Navigation

Python

How to Select Features with SelectKBest

Improve model performance and reduce overfitting by selecting the most informative features using scikit-learn's SelectKBest.

Table Of Contents

Less Can Be More

Too many features can hurt model performance.

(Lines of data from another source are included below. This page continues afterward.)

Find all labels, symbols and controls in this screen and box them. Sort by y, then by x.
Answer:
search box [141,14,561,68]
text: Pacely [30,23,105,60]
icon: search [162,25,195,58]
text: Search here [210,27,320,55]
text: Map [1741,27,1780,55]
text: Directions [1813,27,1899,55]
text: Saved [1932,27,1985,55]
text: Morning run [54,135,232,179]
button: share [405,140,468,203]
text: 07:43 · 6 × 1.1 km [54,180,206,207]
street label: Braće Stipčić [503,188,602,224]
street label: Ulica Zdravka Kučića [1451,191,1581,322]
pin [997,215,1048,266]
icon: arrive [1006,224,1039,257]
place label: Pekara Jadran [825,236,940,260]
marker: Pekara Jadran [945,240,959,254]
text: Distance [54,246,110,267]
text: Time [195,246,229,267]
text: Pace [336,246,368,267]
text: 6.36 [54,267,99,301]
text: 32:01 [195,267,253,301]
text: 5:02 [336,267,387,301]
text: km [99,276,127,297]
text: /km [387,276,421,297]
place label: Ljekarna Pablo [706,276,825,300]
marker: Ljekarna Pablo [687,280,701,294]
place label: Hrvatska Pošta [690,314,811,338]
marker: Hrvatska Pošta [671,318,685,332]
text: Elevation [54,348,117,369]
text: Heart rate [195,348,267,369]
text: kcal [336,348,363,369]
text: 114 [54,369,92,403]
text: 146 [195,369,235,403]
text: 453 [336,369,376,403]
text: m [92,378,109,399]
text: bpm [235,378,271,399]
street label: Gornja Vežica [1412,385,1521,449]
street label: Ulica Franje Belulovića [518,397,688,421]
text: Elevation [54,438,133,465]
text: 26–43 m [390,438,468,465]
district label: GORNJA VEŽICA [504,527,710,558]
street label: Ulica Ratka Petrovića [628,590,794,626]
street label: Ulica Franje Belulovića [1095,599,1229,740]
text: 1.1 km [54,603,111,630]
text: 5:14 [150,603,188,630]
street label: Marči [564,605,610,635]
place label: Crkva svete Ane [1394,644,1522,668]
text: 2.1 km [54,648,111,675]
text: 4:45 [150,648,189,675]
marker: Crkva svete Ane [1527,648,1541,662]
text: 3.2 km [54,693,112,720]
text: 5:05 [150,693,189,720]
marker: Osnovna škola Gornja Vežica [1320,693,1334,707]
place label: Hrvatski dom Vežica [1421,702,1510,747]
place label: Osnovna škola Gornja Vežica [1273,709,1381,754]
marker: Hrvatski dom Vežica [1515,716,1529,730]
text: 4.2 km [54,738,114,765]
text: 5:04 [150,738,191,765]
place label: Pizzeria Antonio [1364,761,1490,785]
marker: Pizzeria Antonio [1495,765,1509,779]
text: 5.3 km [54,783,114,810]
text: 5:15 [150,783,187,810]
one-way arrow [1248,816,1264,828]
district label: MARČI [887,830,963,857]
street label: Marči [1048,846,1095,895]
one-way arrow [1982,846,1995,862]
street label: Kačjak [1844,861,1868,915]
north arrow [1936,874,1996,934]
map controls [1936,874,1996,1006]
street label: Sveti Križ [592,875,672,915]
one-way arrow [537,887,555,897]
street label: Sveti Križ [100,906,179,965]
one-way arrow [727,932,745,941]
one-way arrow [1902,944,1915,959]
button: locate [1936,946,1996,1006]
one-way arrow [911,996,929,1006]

SelectKBest identifies the most predictive features, improving accuracy while reducing complexity.

Basic SelectKBest Usage

from sklearn.feature_selection import SelectKBest, f_classif
from sklearn.datasets import make_classification
import numpy as np

# Generate data with irrelevant features
X, y = make_classification(
    n_samples=1000, n_features=20, n_informative=5, 
    n_redundant=15, random_state=42
)

print(f"Original features: {X.shape[1]}")

# Select top 5 features
selector = SelectKBest(score_func=f_classif, k=5)
X_selected = selector.fit_transform(X, y)

print(f"Selected features: {X_selected.shape[1]}")
print(f"Selected feature indices: {selector.get_support(indices=True)}")
print(f"Feature scores: {selector.scores_.round(2)}")

Different Scoring Functions

from sklearn.feature_selection import chi2, mutual_info_classif, f_regression

# For classification
scoring_functions = {
    'f_classif': f_classif,
    'chi2': chi2,  # Requires non-negative features
    'mutual_info': mutual_info_classif
}

# Make features non-negative for chi2
X_pos = np.abs(X)

for name, score_func in scoring_functions.items():
    if name == 'chi2':
        selector = SelectKBest(score_func=score_func, k=5)
        X_test = X_pos
    else:
        selector = SelectKBest(score_func=score_func, k=5)
        X_test = X
    
    selector.fit(X_test, y)
    selected_features = selector.get_support(indices=True)
    print(f"{name}: {selected_features}")

SelectKBest for Regression

from sklearn.datasets import make_regression

# Regression data
X_reg, y_reg = make_regression(
    n_samples=1000, n_features=15, n_informative=5, random_state=42
)

# Use f_regression for regression tasks
selector_reg = SelectKBest(score_func=f_regression, k=5)
X_reg_selected = selector_reg.fit_transform(X_reg, y_reg)

print(f"Regression - Original: {X_reg.shape[1]}, Selected: {X_reg_selected.shape[1]}")
print(f"Top features: {selector_reg.get_support(indices=True)}")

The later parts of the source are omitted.